Le château de Prague n'est pas celui du roman, encore que je n'aie jamais pu y déambuler sans penser à Kafka, comme dans toute la ville où que l'on soit, où que l'on aille. Publié en 1926, soit deux ans après la mort de son auteur, ce livre passe généralement pour un des plus représentatifs. Ses multiples interprétations possibles, la magie de l'angoisse qui s'y exprime avec une perfection voisine de la sérénité, la lucidité sous-jacente à l'anecdote, et qui témoigne d'une rare intelligence des rapports sociaux, exercent sur le lecteur une étrange fascination que renforcent la vivacité et l'apparente simplicité du récit.

Arrivé un soir dans un village que domine un château, où règne un comte mystérieux et invisible, l'arpenteur K. se heurte, en souhaitant s'installer dans le fief du maître, à une prolifération hiérarchique de fonctionnaires et de seigneurs, à une bureaucratie qui impose partout l'incohérence et l'absurdité de ses lois. Au cours des démarches pour accéder au château, rencontrer le comte ou obtenir des autorisations nécessaires, K. suscite l'incompréhension et la méfiance des villageois. Quand Frieda, le seul être qu'il ait séduit, l'abandonne, l'arpenteur se résigne à être exclu de la communauté. Il mourra d'épuisement et d'amertume, alors que lui parvient un avis du château lui permettant d'exercer son métier dans le village. Telle est du moins la fin imaginée par Kafka pour son roman inachevé.

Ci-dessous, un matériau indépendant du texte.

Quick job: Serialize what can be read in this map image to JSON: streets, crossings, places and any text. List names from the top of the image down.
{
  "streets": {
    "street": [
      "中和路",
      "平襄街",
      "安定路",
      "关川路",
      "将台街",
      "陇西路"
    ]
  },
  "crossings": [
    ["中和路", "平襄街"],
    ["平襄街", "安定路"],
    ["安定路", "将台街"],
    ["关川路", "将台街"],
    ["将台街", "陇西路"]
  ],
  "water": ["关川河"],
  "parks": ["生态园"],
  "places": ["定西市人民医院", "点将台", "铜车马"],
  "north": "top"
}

L'œuvre offre un terrain de choix aux commentateurs. Parmi les principales interprétations, il faut citer la quête kierkegaardienne de l'arpenteur, hanté par l'absence de Dieu et en butte à la société ecclésiastique qui la représente.

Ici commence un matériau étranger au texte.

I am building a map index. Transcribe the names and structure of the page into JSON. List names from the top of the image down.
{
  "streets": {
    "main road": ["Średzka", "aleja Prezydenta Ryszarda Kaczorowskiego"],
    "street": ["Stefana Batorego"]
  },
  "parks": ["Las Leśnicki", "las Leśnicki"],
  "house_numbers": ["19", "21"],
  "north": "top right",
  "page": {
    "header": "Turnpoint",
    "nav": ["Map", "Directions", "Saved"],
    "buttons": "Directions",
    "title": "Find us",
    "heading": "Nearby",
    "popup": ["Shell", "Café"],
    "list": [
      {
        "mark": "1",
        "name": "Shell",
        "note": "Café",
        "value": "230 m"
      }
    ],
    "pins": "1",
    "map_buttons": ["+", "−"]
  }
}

Ou bien la critique de la bureaucratie et du totalitarisme qui l'accompagne nécessairement, critique à laquelle les gouvernements de l'Europe de l'Est se sont montrés sensibles en ne levant que très tardivement l'interdit jeté sur l'œuvre de Kafka. Ou bien encore, le rejet et la recherche du père dans la révolte et la soumission désespérée, avec son arsenal d'explications psychanalytiques. Ou enfin la montée de l'inhumanité, annonçant non seulement le développement du nazisme et du stalinisme, mais aussi les caractéristiques générales de la société moderne.

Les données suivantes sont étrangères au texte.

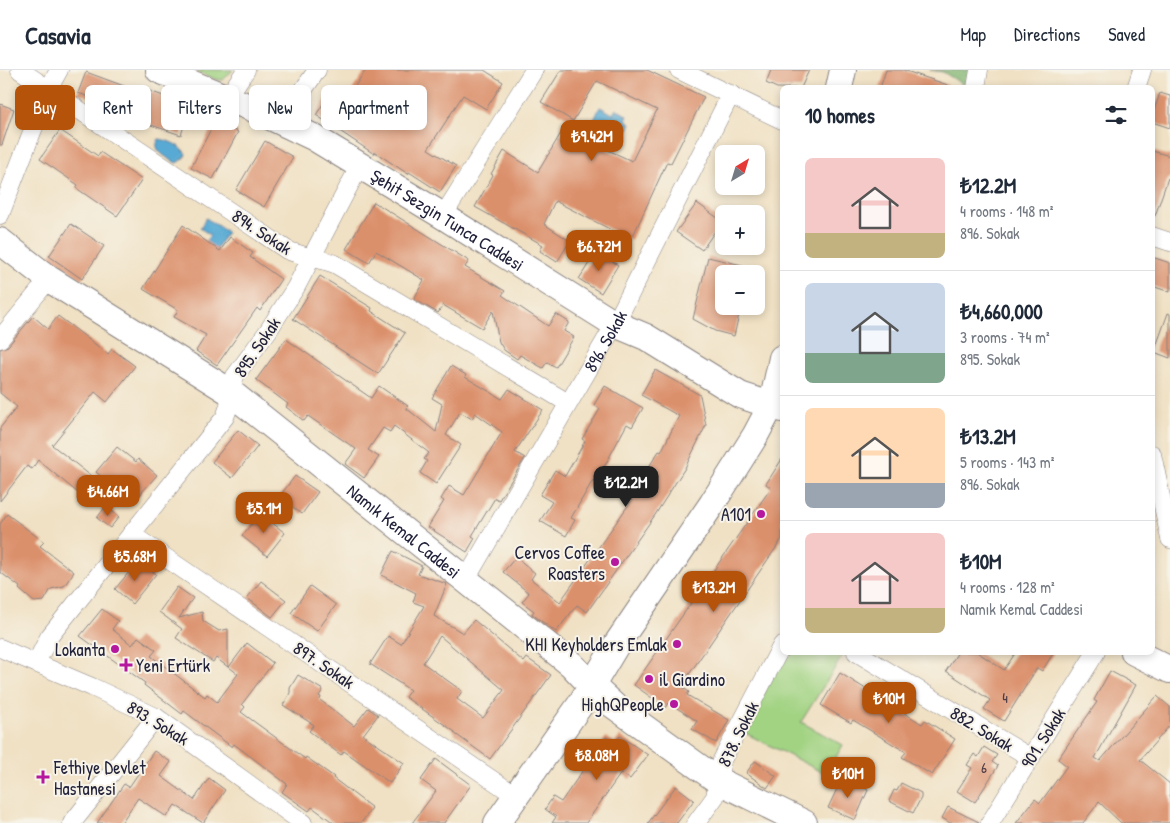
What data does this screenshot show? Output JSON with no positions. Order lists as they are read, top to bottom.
{
  "streets": {
    "street": [
      "Şehit Sezgin Tunca Caddesi",
      "894. Sokak",
      "896. Sokak",
      "895. Sokak",
      "Namık Kemal Caddesi",
      "897. Sokak",
      "893. Sokak",
      "882. Sokak",
      "878. Sokak",
      "901. Sokak"
    ]
  },
  "crossings": [
    ["Şehit Sezgin Tunca Caddesi", "896. Sokak"],
    ["Şehit Sezgin Tunca Caddesi", "895. Sokak"],
    ["894. Sokak", "896. Sokak"],
    ["894. Sokak", "895. Sokak"],
    ["896. Sokak", "Namık Kemal Caddesi"],
    ["895. Sokak", "Namık Kemal Caddesi"],
    ["895. Sokak", "897. Sokak"],
    ["895. Sokak", "893. Sokak"],
    ["Namık Kemal Caddesi", "878. Sokak"],
    ["882. Sokak", "901. Sokak"]
  ],
  "places": {
    "other": [
      "A101",
      "Cervos Coffee Roasters",
      "KHI Keyholders Emlak",
      "Lokanta",
      "il Giardino",
      "HighQPeople"
    ],
    "health": ["Yeni Ertürk", "Fethiye Devlet Hastanesi"]
  },
  "house_numbers": ["4", "6"],
  "north": "top right",
  "page": {
    "header": "Casavia",
    "nav": ["Map", "Directions", "Saved"],
    "chip": [
      "Buy",
      "Rent",
      "Filters",
      "New",
      "Apartment"
    ],
    "heading": "10 homes",
    "price": [
      "₺9.42M",
      "₺6.72M",
      "₺12.2M",
      "₺4.66M",
      "₺5.1M",
      "₺5.68M",
      "₺13.2M",
      "₺10M",
      "₺8.08M",
      "₺10M"
    ],
    "map_buttons": ["+", "−"],
    "list": [
      {
        "name": "₺12.2M",
        "note": "4 rooms · 148 m² · 896. Sokak"
      },
      {
        "name": "₺4,660,000",
        "note": "3 rooms · 74 m² · 895. Sokak"
      },
      {
        "name": "₺13.2M",
        "note": "5 rooms · 143 m² · 896. Sokak"
      },
      {
        "name": "₺10M",
        "note": "4 rooms · 128 m² · Namık Kemal Caddesi"
      }
    ]
  }
}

Avec la lucidité du vécu, Franz Kafka contribue à sa façon à la fin du roman traditionnel en le transformant, par le biais pédagogique de l'anecdote, en critique de la vie quotidienne. Suivi en cela par Robert Musil, il analyse les conditions sociales favorables à une déperdition croissante de la vie et des passions. Son univers est celui des séparations, de l'aliénation, de la non-communication. En tant que romancier, cependant, sa critique reste encore sous la dépendance de critères littéraires et esthétiques, bien qu'il tente simultanément de montrer la vanité de l'écriture séparée de la vie.

L'usage du symbole, voire de l'allégorie, exprimé sous une forme simple, dans un style dépouillé et une atmosphère de familiarité, donne à l'art de Kafka une puissance d'évocation et de séduction incomparable. L'aventure de l'arpenteur K., ou plutôt sa désolante absence d'aventure, se donne sans exotisme pour une réalité de chaque jour. Sous l'apparent recours au fantastique ou à l'onirisme, c'est la quotidienneté de chaque lecteur qui est mise à nu, la forme littéraire n'obéissant plus qu'à un reste de conventions encore dominantes à l'époque de l'écrivain à la fois tchèque et autrichien.